Paying the license for all the 16 years just before accepting the position as minister did not save Ms. Stegö Chilò. She was forced to resign after only ten days.
This was not, however, the end of the scandals of this government. It was discovered by journalists that more ministers in the new government had not paid the license and that they had neglected to do so for many years. The minister of integration (of immigrants), Tobias Billström, had not paid it for ten years. He has so far managed to cling to his post after having quickly paid the license and publicly declared it was but a case of civil disobedience from his ignorant youth that had "lived on" without him noticing. Billström, along with 6,500 other people (among which were a large number of members of parliament and local politicians), registered for and paid the television license that week.

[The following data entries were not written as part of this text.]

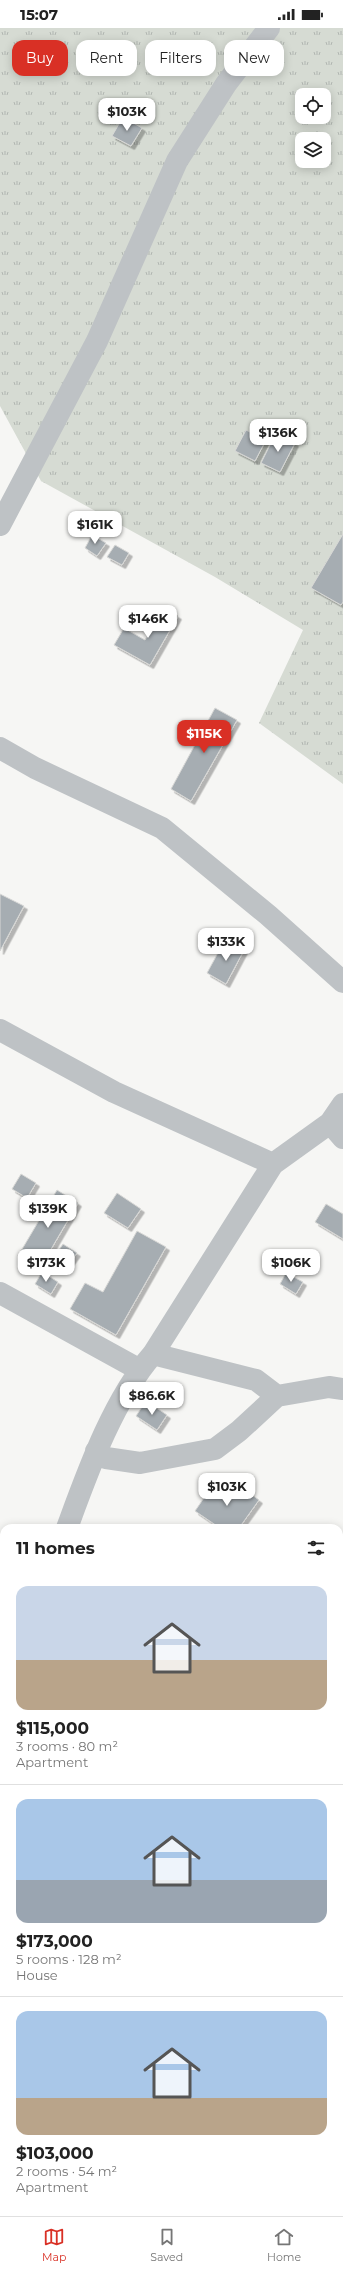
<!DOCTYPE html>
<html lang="en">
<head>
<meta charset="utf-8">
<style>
  :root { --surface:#fff; --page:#f6f6f6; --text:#222; --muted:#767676; --line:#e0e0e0; --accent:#d93025 }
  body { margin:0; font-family:Montserrat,sans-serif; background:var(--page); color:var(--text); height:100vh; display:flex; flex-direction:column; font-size:15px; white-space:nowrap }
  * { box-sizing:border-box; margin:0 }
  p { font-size:13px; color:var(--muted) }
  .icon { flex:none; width:22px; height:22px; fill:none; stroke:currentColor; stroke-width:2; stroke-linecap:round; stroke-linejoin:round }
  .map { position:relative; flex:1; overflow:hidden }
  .panel { position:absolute; left:0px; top:1496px; width:343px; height:692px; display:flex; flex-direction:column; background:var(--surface); border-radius:12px 12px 0 0; box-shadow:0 2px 10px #0003 }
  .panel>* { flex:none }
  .banner { position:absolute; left:12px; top:12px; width:319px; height:36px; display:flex; gap:8px }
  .fabs { position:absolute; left:295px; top:60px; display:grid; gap:8px }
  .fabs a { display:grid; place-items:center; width:36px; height:36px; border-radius:8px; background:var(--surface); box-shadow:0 2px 10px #0003; font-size:20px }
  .price { position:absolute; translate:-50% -34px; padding:0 9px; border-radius:8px; background:#fff; color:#222; font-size:13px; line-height:26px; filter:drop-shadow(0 1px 2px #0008) }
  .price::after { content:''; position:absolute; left:50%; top:24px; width:12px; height:9px; margin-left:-6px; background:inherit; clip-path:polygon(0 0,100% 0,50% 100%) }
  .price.active { background:var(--accent); color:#fff }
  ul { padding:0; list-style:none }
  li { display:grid; align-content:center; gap:8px; height:212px; padding:0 16px }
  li+li { border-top:1px solid var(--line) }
  li span { display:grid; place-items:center; height:124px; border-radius:12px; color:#555 }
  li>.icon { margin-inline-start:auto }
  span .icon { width:72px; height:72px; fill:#fffc; stroke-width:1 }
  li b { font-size:17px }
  h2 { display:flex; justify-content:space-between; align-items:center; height:48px; padding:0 16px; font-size:17px }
  .pill { padding:0 14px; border-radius:12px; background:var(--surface); box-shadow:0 2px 10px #0003; font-size:14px; line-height:36px }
  .pill.active { background:var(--accent); color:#fff }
  .status { display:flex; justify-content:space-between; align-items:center; height:28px; padding:0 20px; background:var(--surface); direction:ltr }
  .status svg { height:11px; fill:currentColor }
  .tab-bar { display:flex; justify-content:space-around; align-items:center; height:56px; border-top:1px solid var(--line); background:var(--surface); font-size:11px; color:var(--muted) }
  .tab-bar a { display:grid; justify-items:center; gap:2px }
  .tab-bar .active { color:var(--accent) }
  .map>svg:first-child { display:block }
</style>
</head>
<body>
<div class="status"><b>15:07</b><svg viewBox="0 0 49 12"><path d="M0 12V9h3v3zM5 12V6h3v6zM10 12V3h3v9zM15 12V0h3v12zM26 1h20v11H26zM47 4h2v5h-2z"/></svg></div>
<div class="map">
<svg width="343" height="2188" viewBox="0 0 343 2188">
  <defs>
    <pattern id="grass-tufts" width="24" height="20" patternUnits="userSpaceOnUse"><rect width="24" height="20" fill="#d6dbd3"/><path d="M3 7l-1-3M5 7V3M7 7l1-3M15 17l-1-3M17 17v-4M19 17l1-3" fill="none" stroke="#b1b6b1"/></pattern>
    <filter id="shadow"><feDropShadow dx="3.5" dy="3.5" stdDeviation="0" flood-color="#0004"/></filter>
  </defs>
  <rect width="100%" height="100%" fill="#f6f6f4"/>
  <path fill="url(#grass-tufts)" fill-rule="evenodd" d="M0,0H343V756L259,695L303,602L215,549L41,453L0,378ZM302,67H324V89H302ZM302,111H324V133H302Z"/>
  <path fill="#a6adb2" stroke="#d8d8d6" filter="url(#shadow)" d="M123,89L142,100L131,118L112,108Z
    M246,402L266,412L255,433L235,423Z
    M276,405L295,415L280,444L261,435Z
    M343,506V574L341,577L311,560Z
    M92,507L106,515L97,528L85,520Z
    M115,517L129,525L122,537L107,529Z
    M164,580L178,588L150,637L114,617L124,600L145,612Z
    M215,680L237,692L191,773L171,761Z
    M0,866L24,878L0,923Z
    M225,912L244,922L226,956L207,945Z
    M21,1146L36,1155L27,1170L12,1161Z
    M57,1162L78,1175L40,1240L18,1228Z
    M117,1165L141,1181L128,1200L104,1185Z
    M326,1176L343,1186V1211L315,1194Z
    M137,1203L166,1219L116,1307L70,1281L85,1255L103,1264Z
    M63,1216L77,1225L66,1240L53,1231Z
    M42,1244L58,1254L51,1266L35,1256Z
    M286,1245L303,1254L296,1266L280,1256Z
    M146,1373L167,1387L157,1402L136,1388Z
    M219,1456L233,1465L238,1457L259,1472L239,1500H220L195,1483L208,1464L212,1467Z
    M339,1907L343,1910V1927L340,1932Z
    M0,1914L4,1916L3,1939L0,1938Z
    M4,2019V2051L0,2049V2026Z
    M0,2062L4,2064L3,2094L0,2092Z
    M192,2184L190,2188H164L159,2185Z
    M261,2184H331L337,2187L259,2188Z"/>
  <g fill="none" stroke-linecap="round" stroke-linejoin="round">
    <path stroke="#bec2c5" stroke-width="22" d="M0,497L97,313L177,133L226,56L269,0
      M0,720L35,740L162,800L268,887L343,954
      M0,1002L114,1064L273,1136
      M330,1095L343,1110
      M0,1265L140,1342
      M153,1326L256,1352L277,1368
      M96,1423L106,1430L140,1435L215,1421L239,1403L277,1368L329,1359L343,1361
      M67,1500C88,1443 113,1372 153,1326L273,1136L330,1095L343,1076
      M0,1559L4,1561
      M0,1828L4,1824
      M0,2157H4
      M97,2184L106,2188"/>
  </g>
</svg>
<div class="fabs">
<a><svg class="icon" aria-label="locate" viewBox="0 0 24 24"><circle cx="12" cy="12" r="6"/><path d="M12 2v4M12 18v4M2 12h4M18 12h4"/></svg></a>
<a><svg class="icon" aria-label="layers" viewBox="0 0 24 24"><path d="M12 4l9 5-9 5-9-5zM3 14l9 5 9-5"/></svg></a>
</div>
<b class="price" style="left:127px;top:104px">$103K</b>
<b class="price" style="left:278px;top:425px">$136K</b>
<b class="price" style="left:95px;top:517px">$161K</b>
<b class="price" style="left:148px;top:611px">$146K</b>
<b class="price active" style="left:204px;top:726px">$115K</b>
<b class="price" style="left:226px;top:934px">$133K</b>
<b class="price" style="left:48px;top:1201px">$139K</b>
<b class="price" style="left:46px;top:1255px">$173K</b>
<b class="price" style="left:291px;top:1255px">$106K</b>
<b class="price" style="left:152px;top:1388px">$86.6K</b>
<b class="price" style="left:227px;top:1479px">$103K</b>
<div class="banner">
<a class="pill active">Buy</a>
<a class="pill">Rent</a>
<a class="pill">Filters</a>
<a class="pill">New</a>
</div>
<section class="panel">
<h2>11 homes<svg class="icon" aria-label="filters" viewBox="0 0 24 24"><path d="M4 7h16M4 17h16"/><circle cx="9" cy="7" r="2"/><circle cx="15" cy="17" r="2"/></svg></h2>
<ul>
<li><span style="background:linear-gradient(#c9d6e8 60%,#b9a48a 0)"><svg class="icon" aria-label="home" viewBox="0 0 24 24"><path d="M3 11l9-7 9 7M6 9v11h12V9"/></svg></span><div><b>$115,000</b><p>3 rooms · 80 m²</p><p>Apartment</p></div></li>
<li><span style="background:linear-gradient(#a9c7e8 65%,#9aa5b1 0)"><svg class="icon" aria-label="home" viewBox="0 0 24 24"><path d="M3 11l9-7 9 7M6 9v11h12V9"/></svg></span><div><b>$173,000</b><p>5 rooms · 128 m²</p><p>House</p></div></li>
<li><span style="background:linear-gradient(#a9c7e8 70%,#b9a48a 0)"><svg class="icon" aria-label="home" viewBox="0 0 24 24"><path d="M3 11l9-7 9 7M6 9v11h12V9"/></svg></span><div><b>$103,000</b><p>2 rooms · 54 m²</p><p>Apartment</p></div></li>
</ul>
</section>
</div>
<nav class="tab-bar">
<a class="active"><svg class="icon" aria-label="map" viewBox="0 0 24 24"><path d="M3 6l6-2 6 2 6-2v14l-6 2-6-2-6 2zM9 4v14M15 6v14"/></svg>Map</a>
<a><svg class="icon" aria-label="saved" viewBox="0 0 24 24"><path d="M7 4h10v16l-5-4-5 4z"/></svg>Saved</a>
<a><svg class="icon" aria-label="home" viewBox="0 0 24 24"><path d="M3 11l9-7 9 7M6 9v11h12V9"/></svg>Home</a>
</nav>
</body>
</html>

Billström was saved partly thanks to the Prime Minister stating his full support for the minister of integration, but also because the media found another and much more interesting scandal. The minister of finance, Anders E. Borg, had had his neighbor's daughter baby-sit the children repeatedly. The former baby-sitter came forward in one of the largest newspapers, saying she was paid SEK11,500 (approximately $1,600) by Mr. Borg and his wife that one year. Borg claims he did not pay more than SEK10,000.
The SEK1,500 ($200) may seem unimportant, but isn't. In fact, this amount is the core of this "scoop." The law states that you have to report any purchase of services, unless from a registered company, where the total amount of services exceeds SEK10,000 in one year. Since Mr. Borg did not report to the authorities, whether he paid SEK11,500 or SEK10,000 is most important (if you care about these things, that is).
It seems Borg, just like Billström, manages to stay put as minister. But who knows for how long? All this happened in just the first two weeks of this newly elected government. These are interesting times.